Freebsd – ZFS on enterprise RAID pass-through, and ZFS on FreeBSD root

dell-percdell-poweredgefreebsdzfs

We've been running ZFS on top of a single hardware RAID on dell poweredge for years. I know most people are against this, but the snapshot/clone, compression and flexible partition of ZFS served us very well. Whenever a drive dies, a dell technician is dispatched (the server is in another State), he will confirm that drive has an amber light, and replace it.

Now we want to take advantage of L2ARC/ZIL caching of ZFS, we are seriously thinking about running ZFS on bare disks. Current dell RAID controllers (PERC H730/H330) do support pass-through. My remaining questions are:

  1. if a drive fails from ZFS, does it display amber light on the front panel? This is important because, the dispatched dell technician may need to confirm the drive is indeed faulty. Otherwise we may have problem with dell.

  2. do any people run ZFS on FreeBSD root? It is in production quality? Any known issues?

Best Answer

You can control the PERC H730 and H330 using the LSI MegaCLI utility as both of these cards are Dell PERC badged LSI cards.

There is an excellent article and tutorial on how to do this at https://calomel.org/megacli_lsi_commands.html

I know that zfsonlinux has a ZFS Event Daemon (ZED) which you can use to cause particular things to happen on certain events (e.g. use MegaCLI to turn on the amber light for a particular slot when a drive dies).

IIRC, FreeBSD has a ZFSd which can do similar things but I am not an expert on FreeBSD so can not point you to more information other than to say that the FreeBSD forums are full of useful advice and helpful people.

I suspect that the hardest part of doing this will be figuring out what the MegaCLI "slot" number is for a given drive, because ZFS only knows about the device node / name, and doesn't have specific LSI or PERC information. if the device node name is directly related to the card and slot number, it may be a trivial transformation....otherwise, it may be quite difficult.
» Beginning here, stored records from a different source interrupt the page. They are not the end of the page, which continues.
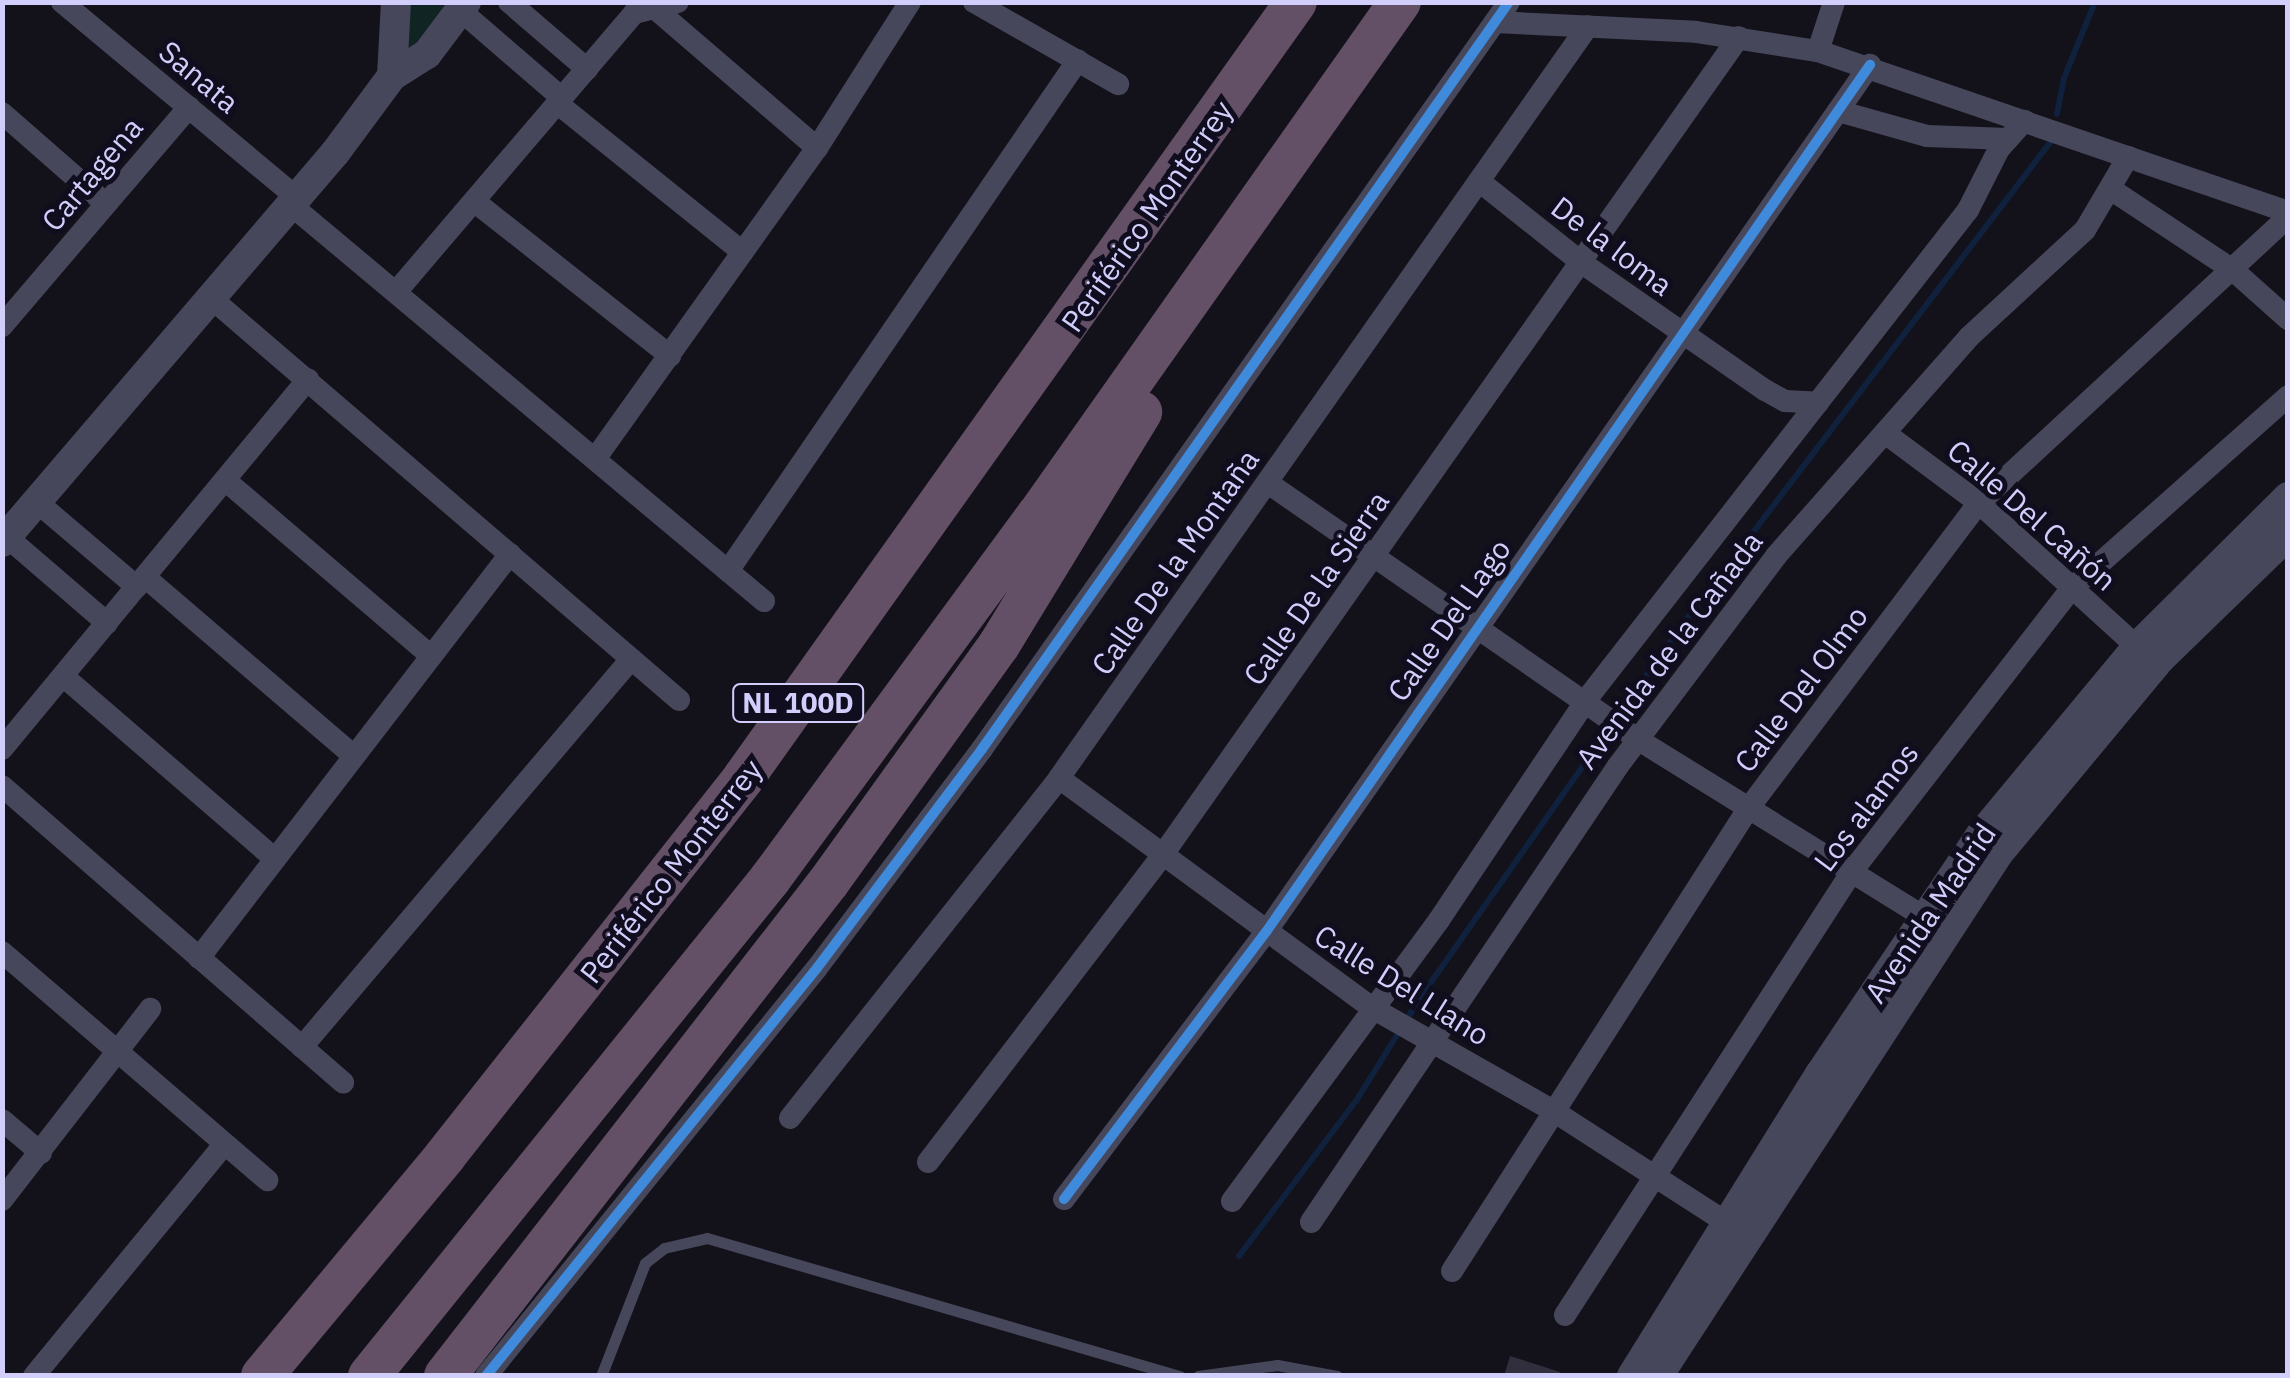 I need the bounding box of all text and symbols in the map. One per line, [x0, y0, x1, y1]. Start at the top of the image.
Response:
street label: Sanata [152, 33, 246, 121]
street label: Periférico Monterrey [1054, 93, 1240, 339]
street label: Cartagena [34, 110, 150, 238]
street label: De la loma [1544, 189, 1680, 303]
street label: Calle Del Cañón [1940, 432, 2124, 598]
street label: Calle De la Montaña [1084, 442, 1266, 682]
street label: Calle De la Sierra [1236, 484, 1396, 692]
street label: Avenida de la Cañada [1568, 524, 1770, 776]
street label: Calle Del Lago [1380, 532, 1518, 708]
street label: Calle Del Olmo [1727, 599, 1875, 779]
road number: NL 100D [730, 680, 866, 726]
street label: Los alamos [1806, 736, 1926, 878]
street label: Periférico Monterrey [572, 752, 770, 990]
street label: Avenida Madrid [1857, 817, 2003, 1009]
street label: Calle Del Llano [1308, 917, 1496, 1053]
Even if you have to manually use MegaCLI to turn on the amber light from the shell when a drive dies to satisfy the Dell tech's procedural expectations, you're still better off giving ZFS raw drives rather than overlaying ZFS on top of hardware raid - you're losing most of the important features of ZFS by doing that, and they're the most important features (e.g. error detection and correction for your data).